Via Toledo, strada storica di Napoli dove la fiumana umana di consumatori non-consumatori passeggia tra bar, sfogliatelle, caffè ed una catena di negozi perlopiù vuoti.
Gli artisti di strada intrattengono il pubblico per pochi centesimi: c’è l’uomo-statua dipinto di bianco e perennemente fermo, la donna-sfinge bloccata nella sua bellezza, i maddonarri con le strabilianti opere da marciapiede, ambulanti per ogni target, i senegalesi armati di tamburi e maestri di danze tribali, gruppi di musica classica, folk e rock ed infine loro, gli indiani volanti.
Il trucco è davanti agli occhi di tutti
Misteriosamente fermo a mezzo metro d’altezza, appoggiato ad un palo bloccato sul tappeto nero, il povero mago con l’espressione concentrata ed il volto privo di particolari sforzi fisici e mentali, è una maschera imperturbabile.

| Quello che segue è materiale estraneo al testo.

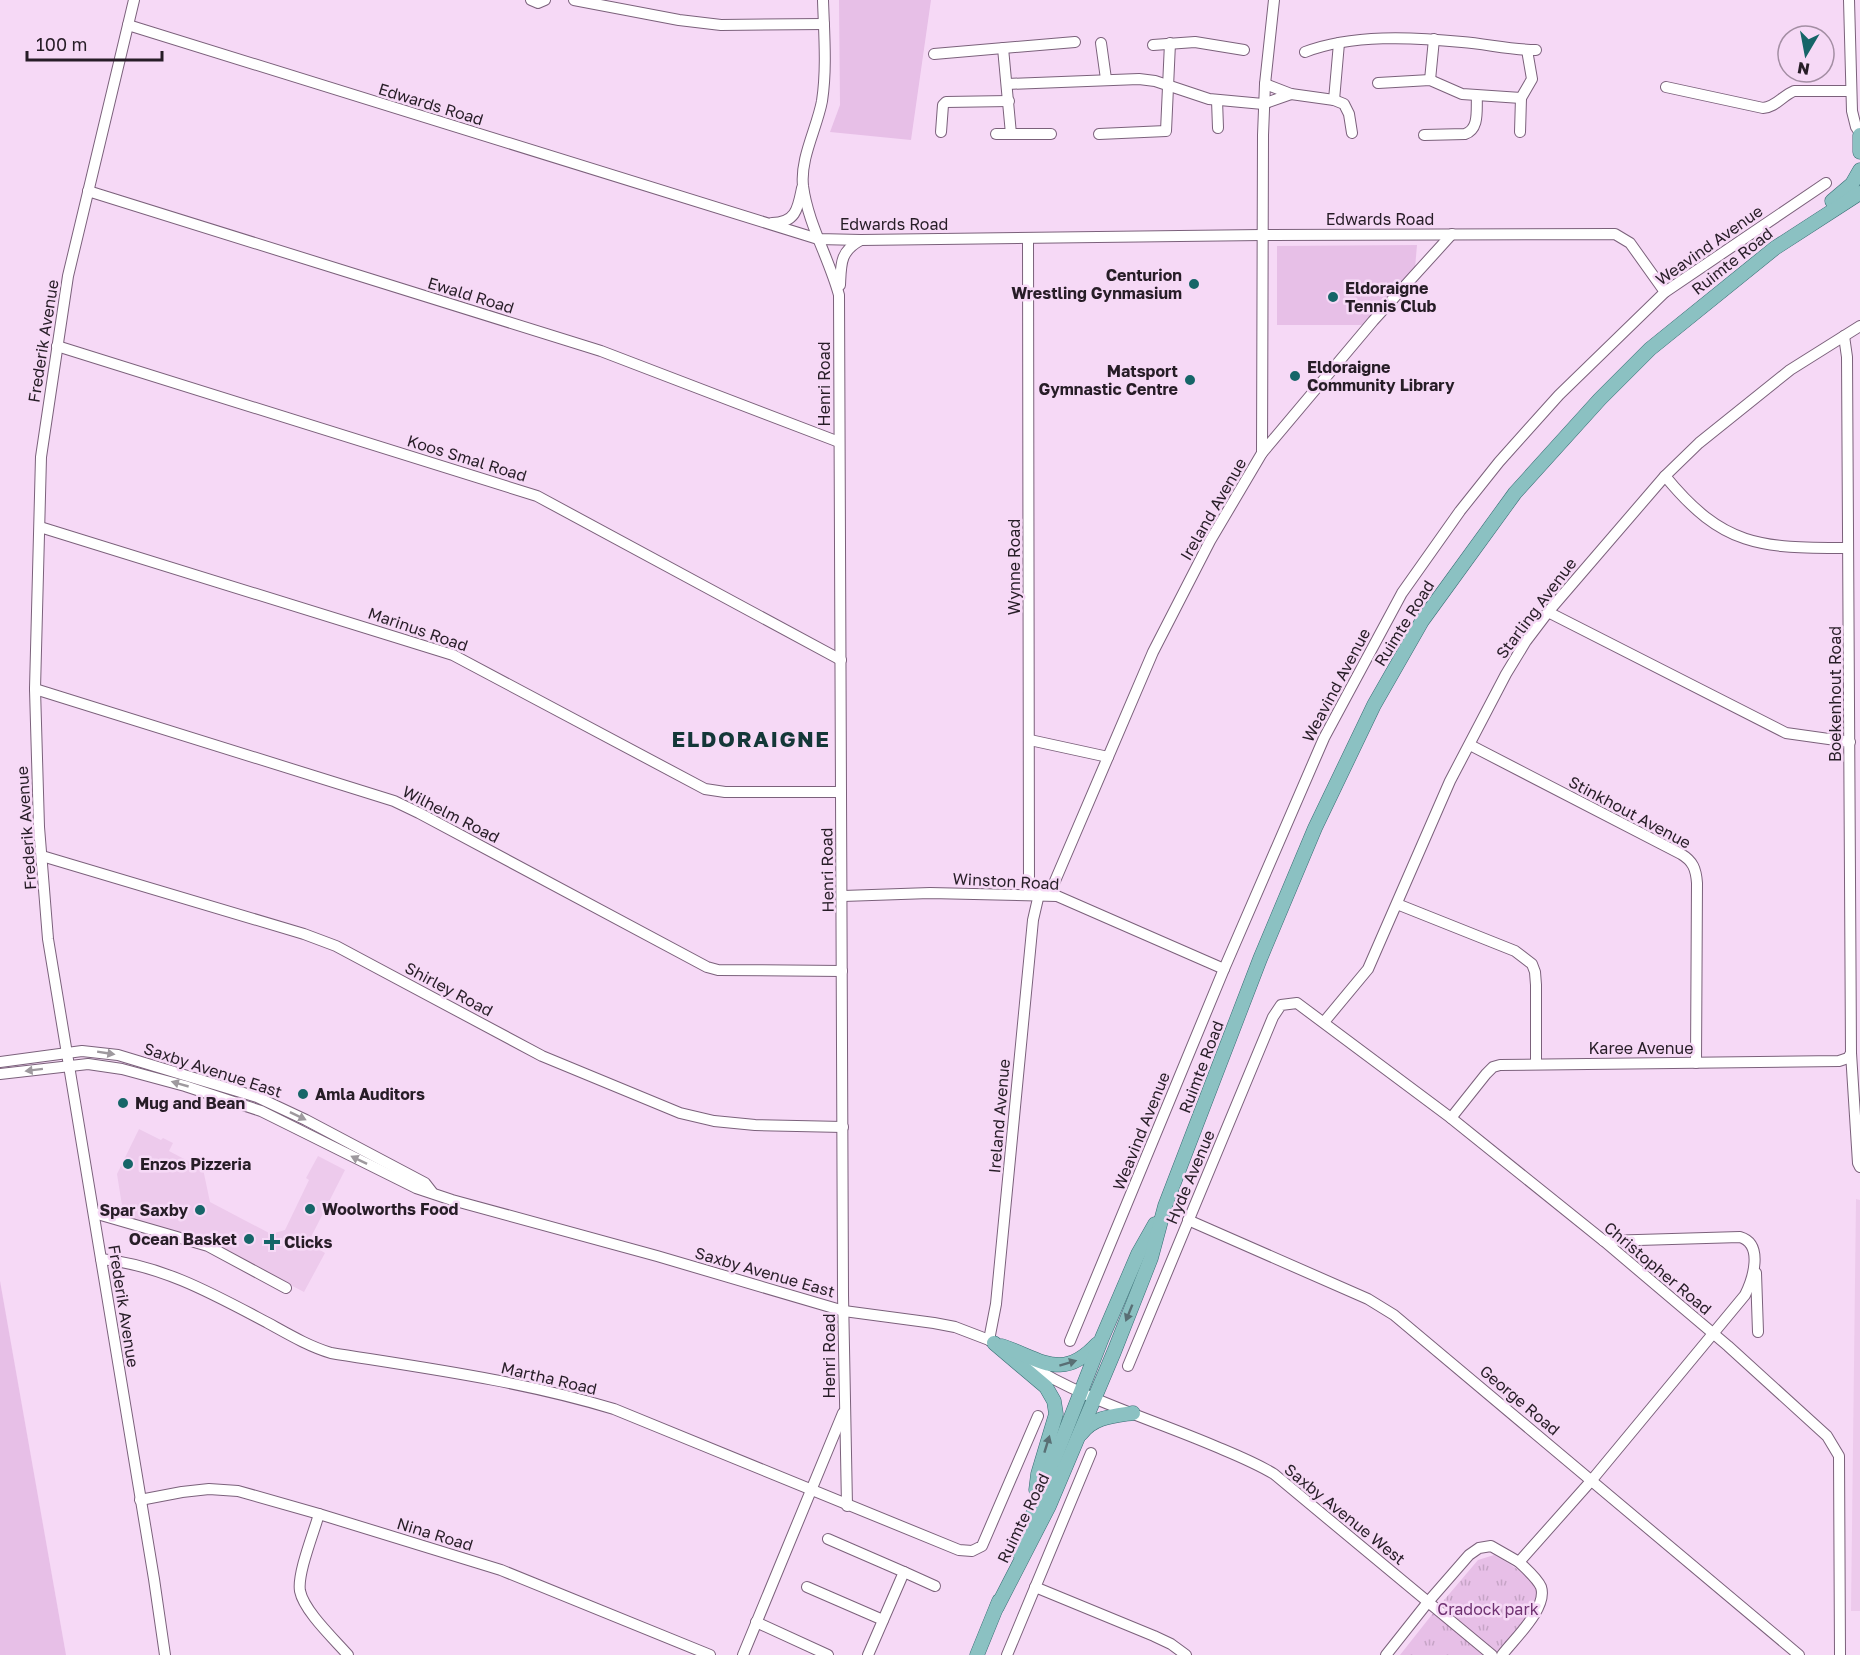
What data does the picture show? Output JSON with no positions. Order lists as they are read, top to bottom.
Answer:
{
  "streets": {
    "main road": ["Ruimte Road"],
    "street": [
      "Edwards Road",
      "Weavind Avenue",
      "Ewald Road",
      "Frederik Avenue",
      "Henri Road",
      "Koos Smal Road",
      "Ireland Avenue",
      "Wynne Road",
      "Starling Avenue",
      "Marinus Road",
      "Boekenhout Road",
      "Stinkhout Avenue",
      "Wilhelm Road",
      "Winston Road",
      "Shirley Road",
      "Karee Avenue",
      "Saxby Avenue East",
      "Hyde Avenue",
      "Christopher Road",
      "Martha Road",
      "George Road",
      "Saxby Avenue West",
      "Nina Road"
    ]
  },
  "crossings": [
    ["Edwards Road", "Weavind Avenue"],
    ["Edwards Road", "Frederik Avenue"],
    ["Edwards Road", "Henri Road"],
    ["Edwards Road", "Ireland Avenue"],
    ["Edwards Road", "Wynne Road"],
    ["Weavind Avenue", "Winston Road"],
    ["Ruimte Road", "Saxby Avenue East"],
    ["Ruimte Road", "Saxby Avenue West"],
    ["Ewald Road", "Frederik Avenue"],
    ["Ewald Road", "Henri Road"],
    ["Frederik Avenue", "Koos Smal Road"],
    ["Frederik Avenue", "Marinus Road"],
    ["Frederik Avenue", "Wilhelm Road"],
    ["Frederik Avenue", "Shirley Road"],
    ["Frederik Avenue", "Saxby Avenue East"],
    ["Frederik Avenue", "Martha Road"],
    ["Frederik Avenue", "Nina Road"],
    ["Henri Road", "Koos Smal Road"],
    ["Henri Road", "Marinus Road"],
    ["Henri Road", "Wilhelm Road"],
    ["Henri Road", "Winston Road"],
    ["Henri Road", "Shirley Road"],
    ["Henri Road", "Saxby Avenue East"],
    ["Henri Road", "Martha Road"],
    ["Ireland Avenue", "Wynne Road"],
    ["Ireland Avenue", "Winston Road"],
    ["Ireland Avenue", "Saxby Avenue East"],
    ["Wynne Road", "Winston Road"],
    ["Starling Avenue", "Boekenhout Road"],
    ["Starling Avenue", "Stinkhout Avenue"],
    ["Starling Avenue", "Christopher Road"],
    ["Boekenhout Road", "Karee Avenue"],
    ["Stinkhout Avenue", "Karee Avenue"],
    ["Karee Avenue", "Christopher Road"],
    ["Saxby Avenue East", "Saxby Avenue West"],
    ["Hyde Avenue", "Christopher Road"],
    ["Hyde Avenue", "George Road"]
  ],
  "districts": ["ELDORAIGNE"],
  "parks": ["Cradock park"],
  "places": {
    "other": [
      "Centurion Wrestling Gynmasium",
      "Eldoraigne Tennis Club",
      "Eldoraigne Community Library",
      "Matsport Gymnastic Centre",
      "Amla Auditors",
      "Mug and Bean",
      "Enzos Pizzeria",
      "Woolworths Food",
      "Spar Saxby",
      "Ocean Basket"
    ],
    "health": ["Clicks"]
  },
  "scale_bar": "100 m",
  "north": "bottom"
}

La folla osserva stupita alla ricerca del dettaglio che sveli il segreto orientale, bimbi ed adulti si pongono lo stesso ingenuo quesito: «quale è il trucco?»
Eppure il trucco è davanti gli occhi di tutti, grande quanto un palazzo si manifesta in tutta la sua crudezza ed ha un nome ben preciso: indifferenza.
Assuefatti ad ogni forma di spettacolo, chi desidera strappare l’attenzione e quattro spiccioli, inventa esibizioni sempre più stupefacenti.
E a noi, passanti superficiali abituati al veloce zapping televisivo, risulta ovvio trattare quell’uomo come un fenomeno da baraccone dimenticando che dietro il trucco c’è una persona, un mondo, un universo.
La prossima occasione compirò un’azione rivoluzionaria, abbatterò il muro del silenzio, spezzerò le ali del destino con una semplice ed umana domanda: «ehi, come ti chiami?».
Forse strapperò un sorriso sul volto contrito dell’indiano volante.